# Error with StateSpaceTransform: the rule based transformation must be of length 2

I would like to perform a change of variables on the following dynamics system:

system = NonlinearStateSpaceModel[{{y1'[t] == y2[t],
y2'[t] == -theta[t]^2 y1[t] +
theta'[t] y2[t]/theta[t]}, {alpha1 y1[t] + alpha2 y2[t]}}, {y1[
t], y2[t]}, {}]


The change of variables would be: y2[t] -> theta[t] y3[t]. While I could easily see what would be the outcome by hand, I don't see why this command would not return anything with Mathematica:

StateSpaceTransform[system, {{y2[t] -> theta[t] y3[t]}, {y3[t] ->
y2[t]/theta[t]}}]


The error I receive is meaningless in my honest point of view since:

Length@ {{y2[t] -> theta[t] y3[t]}, {y3[t] ->
y2[t]/theta[t]}}


returns 2.

• It's Length /@ that must give {2, 2}. It wants 2 transformations going both ways. Since you have to put something in for a second transformation in each, how about putting y1[t] -> y1[t] into both of them? – LouisB Jul 23 '19 at 9:16
• Yes you're right. I added the two dummy transformations but it seams to say that the system is not a valid nonlinear state space model... I guess Mathematica doesn't like the time varying parameters – Mirko Aveta Jul 23 '19 at 9:45
• If MMA doesn't like time varying parameters, make them state variables. Maybe it's the $\frac{d\theta}{dt}$ that's confusing things. What governs the time evolution of $\theta$ anyway? – LouisB Jul 23 '19 at 10:24
• It is unknown. I was just willing to see the pretty change of variables. It's a petty that TV systems are not treated by Mathematica. Most industrial applications are modeled as such. – Mirko Aveta Jul 23 '19 at 11:18

(Several points that make it too long for a comment.)

• As @LouisB points out in the comments, StateSpaceTrasform is expecting a transformation of dimension {2, 2}.

• The usage of NonlinearStateSpaceModel should be something as shown below. What you have is GIGO. (Just try StateSpaceModel[system].)

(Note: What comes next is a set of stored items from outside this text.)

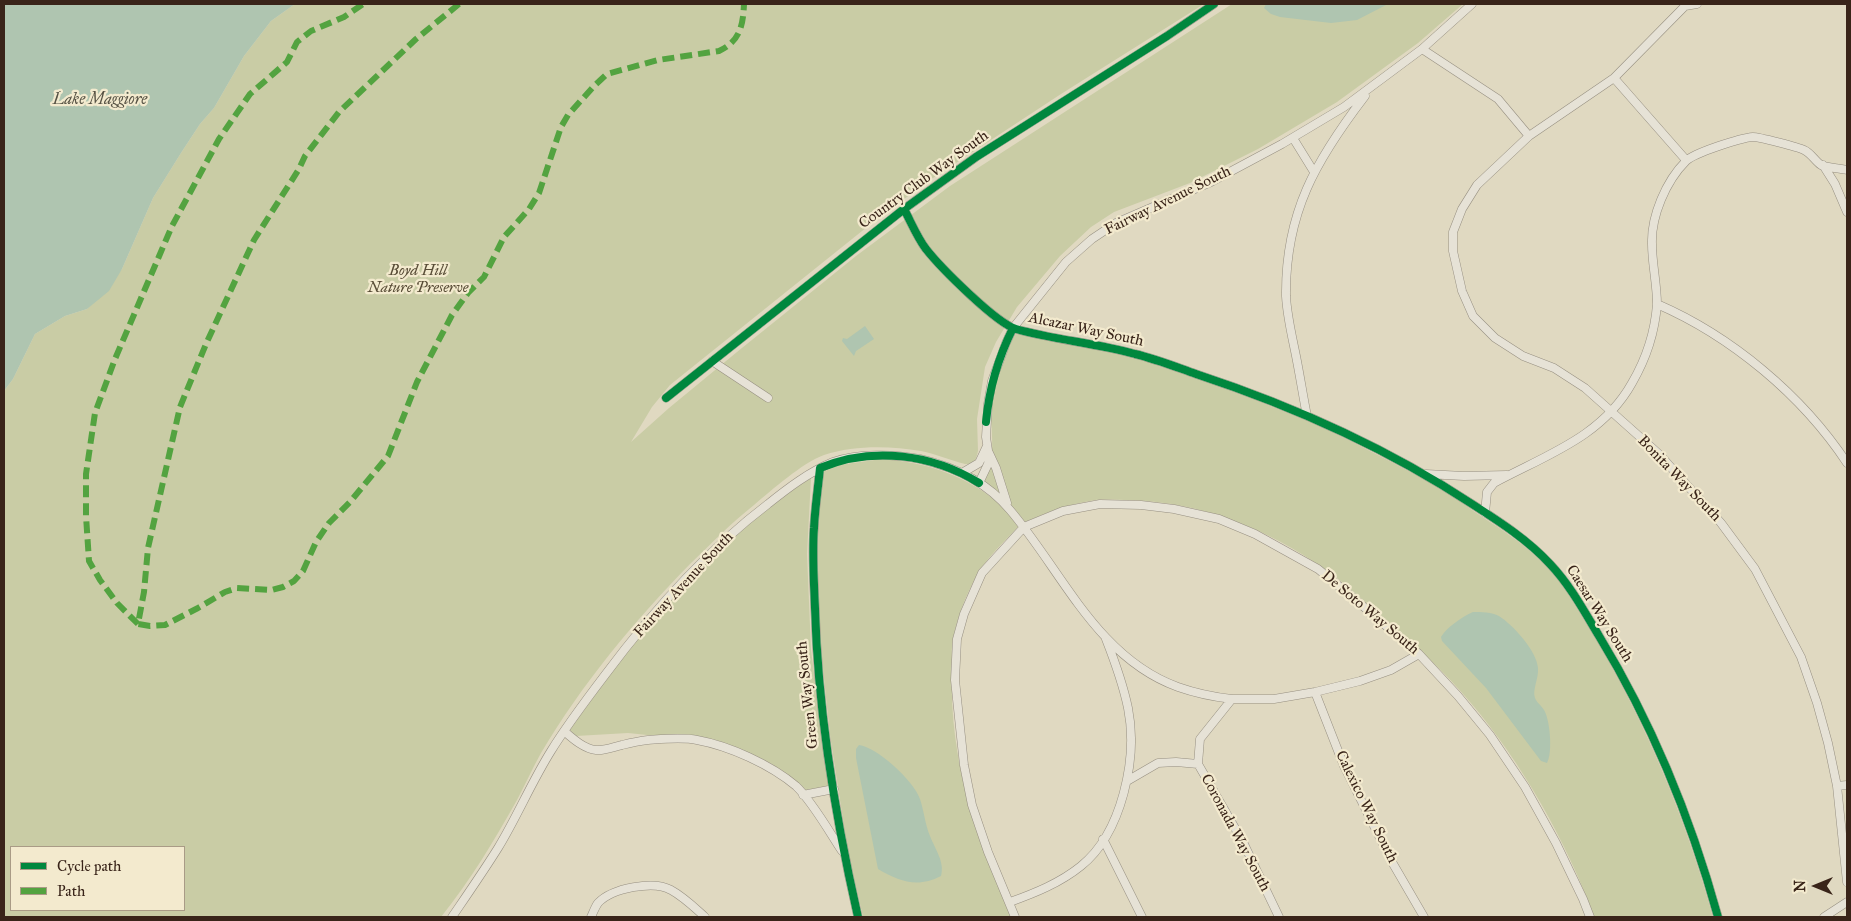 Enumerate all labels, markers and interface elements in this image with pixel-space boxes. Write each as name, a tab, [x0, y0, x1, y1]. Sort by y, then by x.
water label: Lake Maggiore	[53, 90, 147, 110]
street label: Country Club Way South	[856, 127, 992, 233]
street label: Fairway Avenue South	[1102, 163, 1234, 239]
park label: Boyd Hill Nature Preserve	[368, 262, 468, 297]
street label: Alcazar Way South	[1027, 309, 1145, 351]
street label: Bonita Way South	[1633, 432, 1725, 526]
street label: Fairway Avenue South	[630, 528, 738, 642]
street label: Caesar Way South	[1562, 562, 1636, 666]
street label: De Soto Way South	[1318, 567, 1422, 659]
street label: Green Way South	[793, 640, 823, 750]
street label: Calexico Way South	[1331, 748, 1401, 866]
street label: Coronada Way South	[1196, 771, 1274, 895]
legend	[10, 846, 185, 911]
text: Cycle path	[57, 857, 121, 875]
north arrow	[1791, 861, 1841, 911]
text: N	[1792, 880, 1809, 892]
text: Path	[57, 882, 85, 900]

eqns = {D[y1[t], t] == y2[t],
D[y2[t], t] == -theta[t]^2 y1[t] + D[theta[t], t] y2[t]/theta[t]};

NonlinearStateSpaceModel[eqns, {y1[t], y2[t], theta[t]}, {},
{alpha1 y1[t] + alpha2 y2[t]}, t]

• Next, what you want as your state space is not clear. What is the initial state-space? $$\{y1, y2\}$$ or $$\{y1, y2, theta\}$$. When you invoke StateSpaceTransform what do you want your final state-space to be?

• And finally, the system you have is problematic. This is related to the point above. You need to have a well-defined state space for any computations to make sense.

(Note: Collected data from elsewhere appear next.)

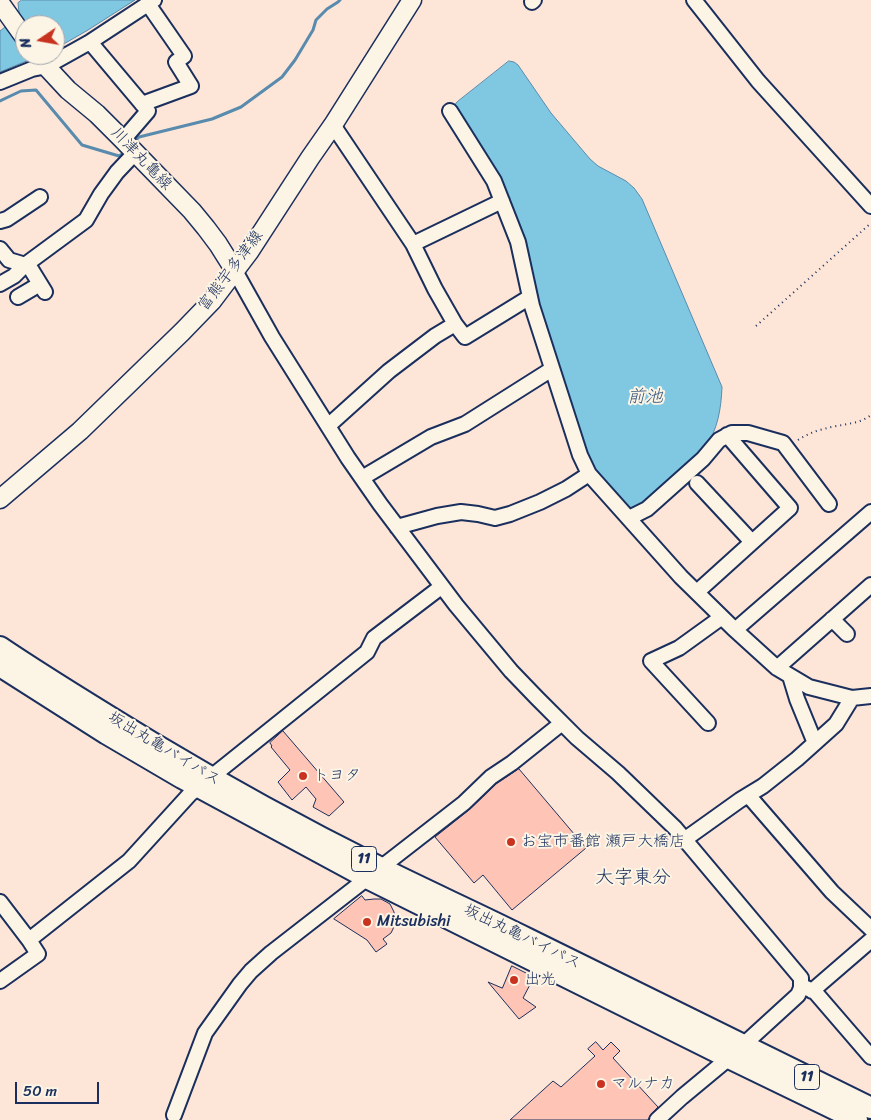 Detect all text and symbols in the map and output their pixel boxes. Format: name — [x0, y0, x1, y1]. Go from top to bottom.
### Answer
north arrow — [15, 15, 65, 65]
text: N — [13, 36, 39, 50]
street label: 川津丸亀線 — [106, 124, 176, 194]
street label: 富熊宇多津線 — [194, 227, 268, 315]
water label: 前池 — [627, 386, 663, 408]
street label: 坂出丸亀バイパス — [104, 708, 224, 790]
place label: トヨタ — [313, 766, 361, 786]
marker: トヨタ — [297, 770, 309, 782]
place label: お宝市番館 瀬戸大橋店 — [521, 832, 685, 852]
marker: お宝市番館 瀬戸大橋店 — [505, 836, 517, 848]
road number: 11 — [352, 846, 376, 872]
district label: 大字東分 — [595, 867, 671, 889]
street label: 坂出丸亀バイパス — [460, 900, 584, 974]
place label: Mitsubishi — [377, 912, 451, 932]
marker: Mitsubishi — [361, 916, 373, 928]
place label: 出光 — [524, 970, 556, 990]
marker: 出光 — [508, 974, 520, 986]
road number: 11 — [794, 1064, 820, 1090]
scale bar — [18, 1072, 101, 1104]
place label: マルナカ — [611, 1074, 675, 1094]
text: 50 m — [23, 1078, 57, 1104]
marker: マルナカ — [595, 1078, 607, 1090]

NDSolve[Join[eqns, {y1==1,y2==0,theta==0.01}],{y1,y2},{t,0,1}]


returns unevaluated with the message

NDSolve::underdet: There are more dependent variables, {theta[t],y1[t],y2[t]}, than equations, so the system is underdetermined.

Update

Convert to state-space form. To do this we need to briefly consider the time-varying parameter as constant.

system = With[{tempRules = {theta[t] -> theta, theta'[t] -> thetaD}},
NonlinearStateSpaceModel[eqns /. tempRules,
{y1[t], y2[t]}, {}, {alpha1 y1[t] + alpha2 y2[t]}, t] /. Reverse /@ tempRules] Then perform the state-space transformation.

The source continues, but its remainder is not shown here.